Sue doesn't mind if I have a question or two. She does not interrupt. There is no noise in the background, such as children playing or Sue's fellow workers making their own calls. Our civilized conversation is usually a pleasure, no matter how it ends. It's a dream experience.
I get maybe a dozen such phone calls in a month, or even in a year. The rest of the sales calls I receive tend to leave me asking these questions after I hang up: (1) Who ARE these people? (2) Who hires them? (3) Do they get more than an hour's training before their bosses set them loose on the public?" And so on.
I don't know the answers to those questions, but I can guess,
(1) Most of the callers were born in another continent, usually west of Hong Kong or Rio de Janeiro. They remained there until warfare or starvation drove them to find food and employment elsewhere, i.e. between Boston and Los Angeles.
They immediately took lessons in "You Wanna Speak English?
In Just Three Weeks? Sign Up Here!"
(2) At graduation they are greeted by recruiters from Half-Fast Employment Agency and other leading lights of capitalism who guarantee them $6 a week to make phone calls ten hours a day. Which sounds pretty good to many of the new applicants.
(3) Their quick training often has some holes in it. Most of the callers flunk when I ask them: "Please name the difference between shoo-fly pie and apple-pan dowdy." Or "Who was Abraham Lincoln?"
Most of the sales calls I receive are from persons with pronounced foreign accents. Which is not a crime, but makes me ask the caller to slow down and speak as carefully as possible. Some do, some don't, most can't.
Who hires these people? My guess: companies who need phone salespersons but who can't or won't pay a living wage to the persons they hire. The solution: go recruiting overseas. An exception to that rule: purebred U.S. citizens who, even at age 30 or so, cannot speak understandable English.
Or, even if they can, they are desperate for income at any level.
This nationwide assault by telephone marketers had led to a new custom for you and me. We're at home, doing any of a hundred things. The phone rings. We check the caller-ID slot. If it shows the name, phone number or other identification we don't recognize, we have a few choices.
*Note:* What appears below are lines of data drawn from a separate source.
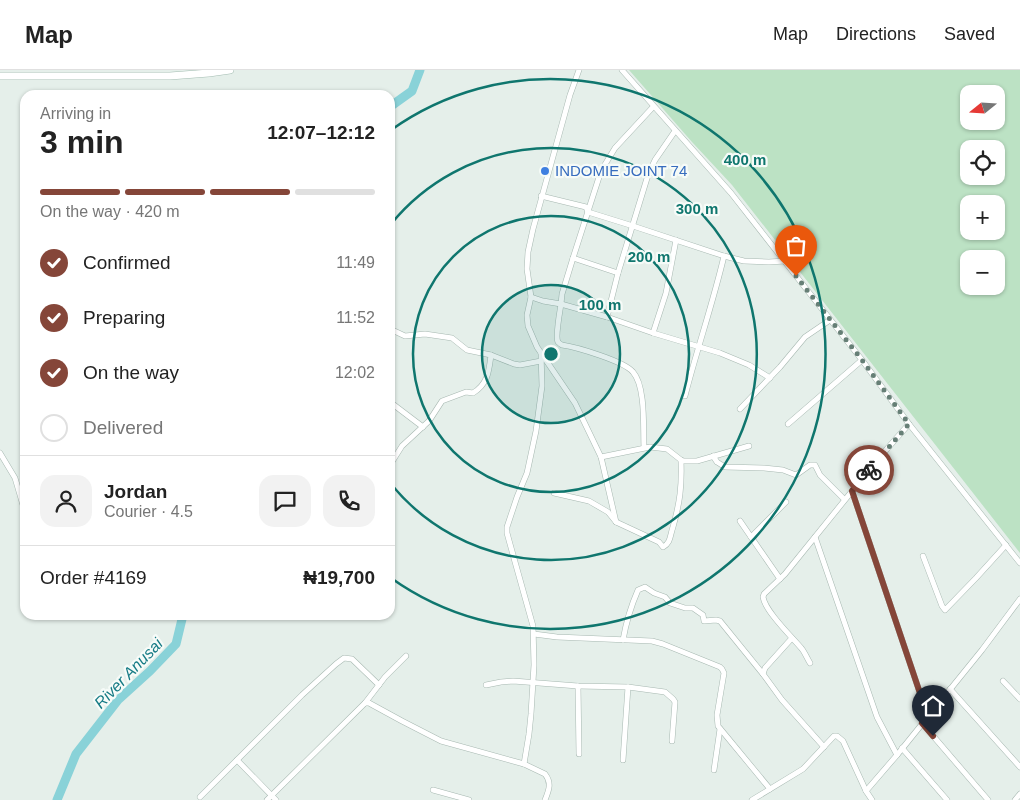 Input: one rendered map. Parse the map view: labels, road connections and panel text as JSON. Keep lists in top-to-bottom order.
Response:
{
  "water": ["River Anusai"],
  "places": ["INDOMIE JOINT 74"],
  "north": "left",
  "page": {
    "header": "Map",
    "nav": ["Map", "Directions", "Saved"],
    "map_buttons": ["+", "−"],
    "heading": ["3 min", "Arriving in", "12:07–12:12"],
    "panel": [
      "Jordan",
      "Courier · 4.5",
      "Order #4169",
      "₦19,700"
    ],
    "bar": "On the way · 420 m",
    "list": [
      ["Confirmed", "11:49"],
      ["Preparing", "11:52"],
      ["On the way", "12:02"],
      "Delivered"
    ]
  },
  "rings": [
    "400 m",
    "300 m",
    "200 m",
    "100 m"
  ]
} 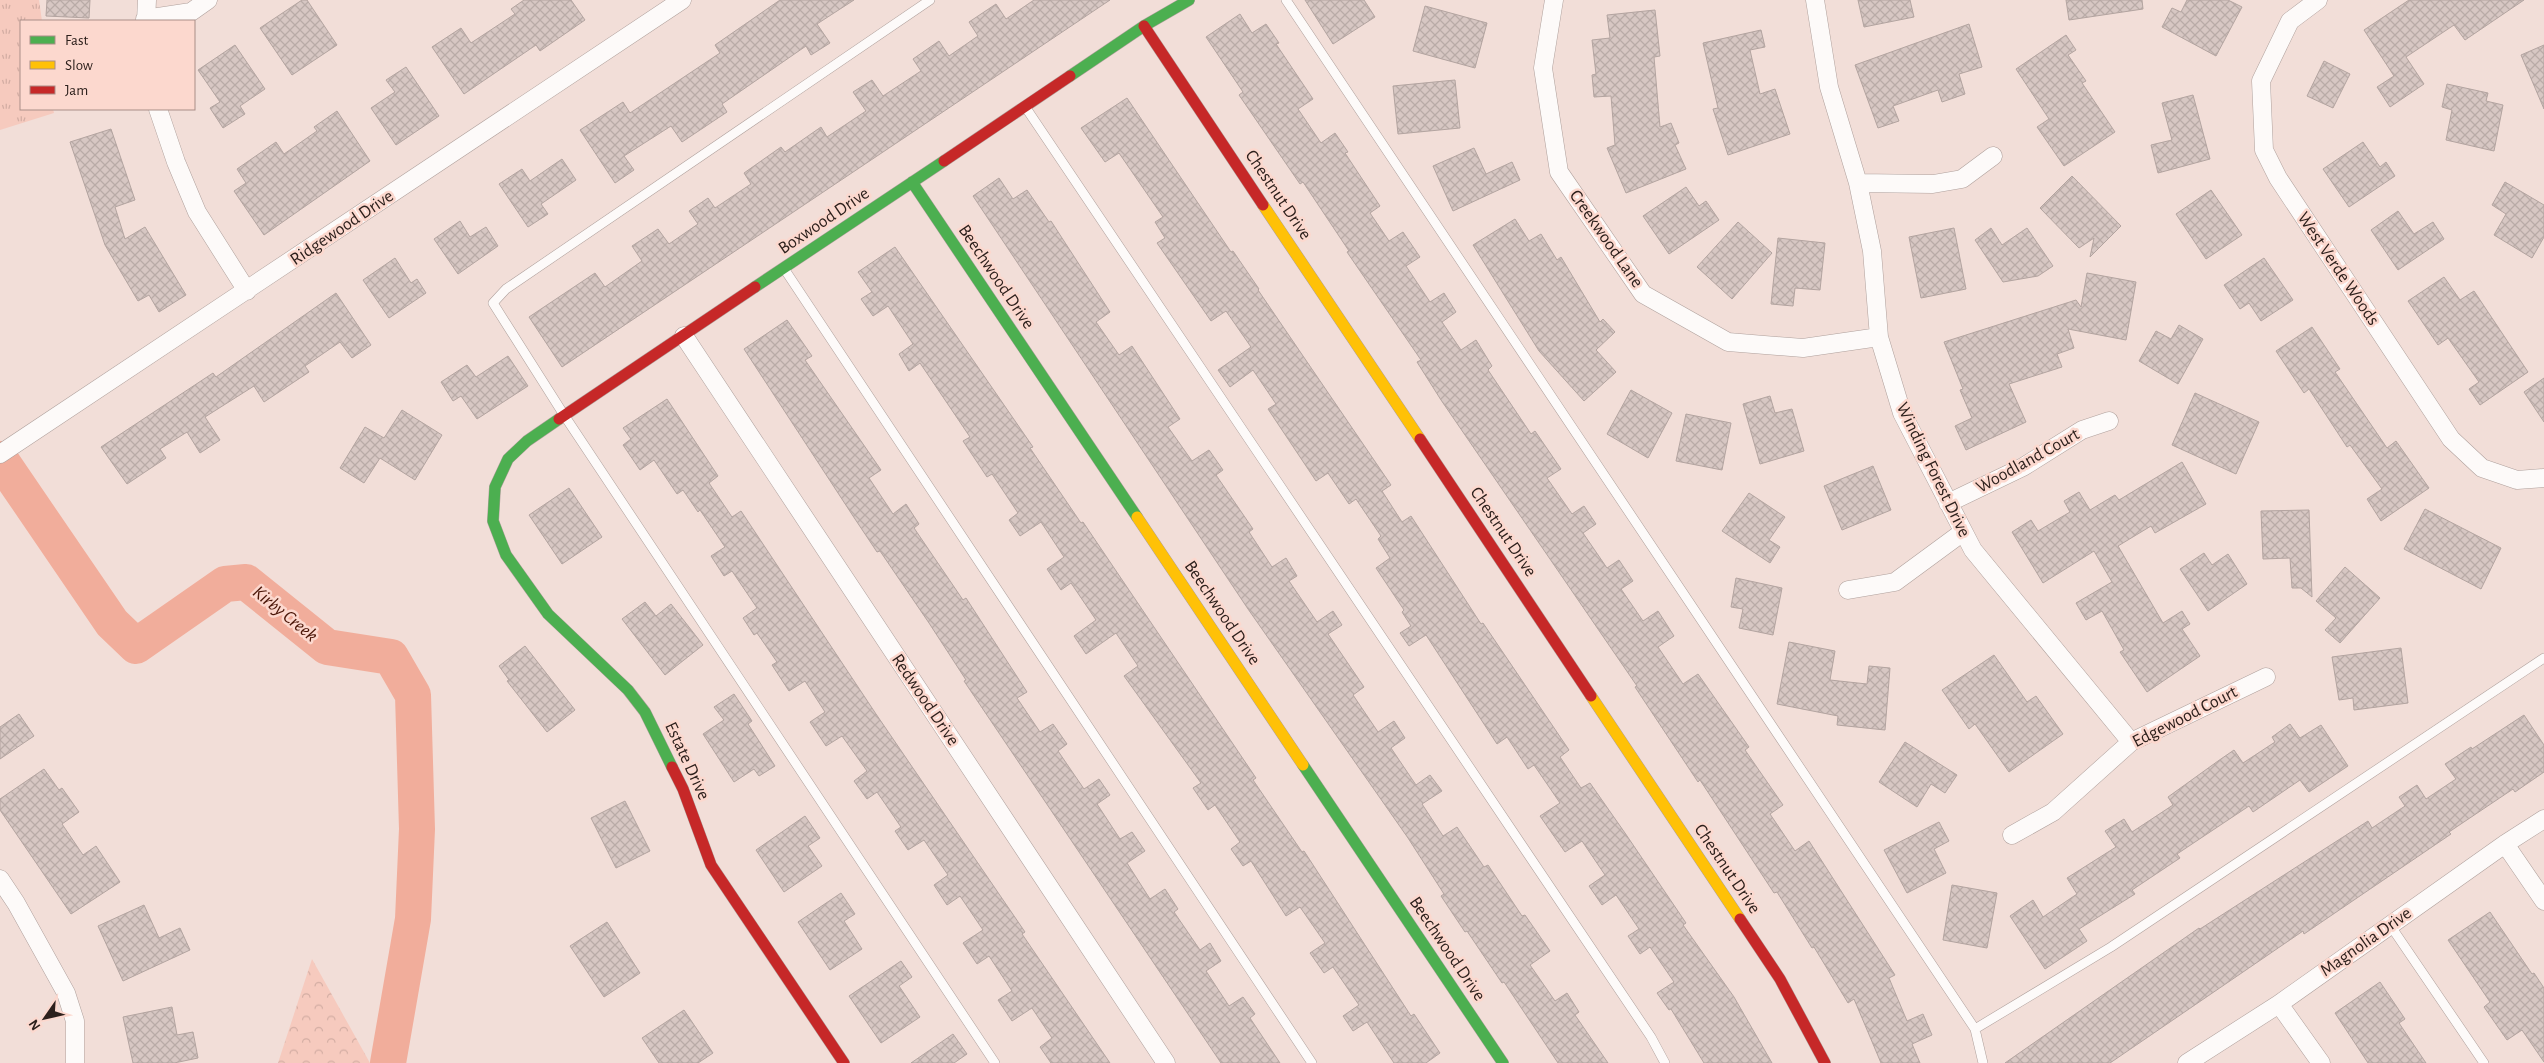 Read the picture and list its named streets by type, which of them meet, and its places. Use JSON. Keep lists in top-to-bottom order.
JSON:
{
  "streets": {
    "street": [
      "Chestnut Drive",
      "Boxwood Drive",
      "Ridgewood Drive",
      "Creekwood Lane",
      "West Verde Woods",
      "Beechwood Drive",
      "Woodland Court",
      "Winding Forest Drive",
      "Redwood Drive",
      "Edgewood Court",
      "Estate Drive",
      "Magnolia Drive"
    ]
  },
  "crossings": [
    ["Chestnut Drive", "Boxwood Drive"],
    ["Boxwood Drive", "Beechwood Drive"],
    ["Boxwood Drive", "Redwood Drive"],
    ["Boxwood Drive", "Estate Drive"],
    ["Creekwood Lane", "Winding Forest Drive"],
    ["Woodland Court", "Winding Forest Drive"],
    ["Winding Forest Drive", "Edgewood Court"]
  ],
  "water": ["Kirby Creek"],
  "legend": ["Fast", "Slow", "Jam"],
  "north": "bottom left"
}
One, let the phone ring. But this can wake the baby in the next room, or interrupt the ball game or film we're watching. Or we can pick up the phone and say "No spikka da English!" and then hang up. This often does the trick. Or we can simply bury the incoming call beneath the sofa pillow.
I'm not recommending any of these responses. You probably have methods of your own. They're mostly ill-mannered, just like some of the persons who are telephoning you.
My favorite is "Please print your sale pitch and mail it to me."
Then I hang up. That usually ends things.
I will cease this kvetching right now. I admit that, to this point, I sound like a grumpy old man, which I often am. So please forgive me.
My rock-bottom attitude to telephone sales callers is sympathy, or compassion, for anyone who must — for whatever reason — spend their working hours calling strangers, hoping they will respond in civilized fashion to whatever message is scheduled for delivery.
In the old days we used to call this "stoop labor." A more honorable title, I believe, is "honest work." I've done my share of it, and will again. Meanwhile, we will all cope. Isn't that what much of life is about — coping?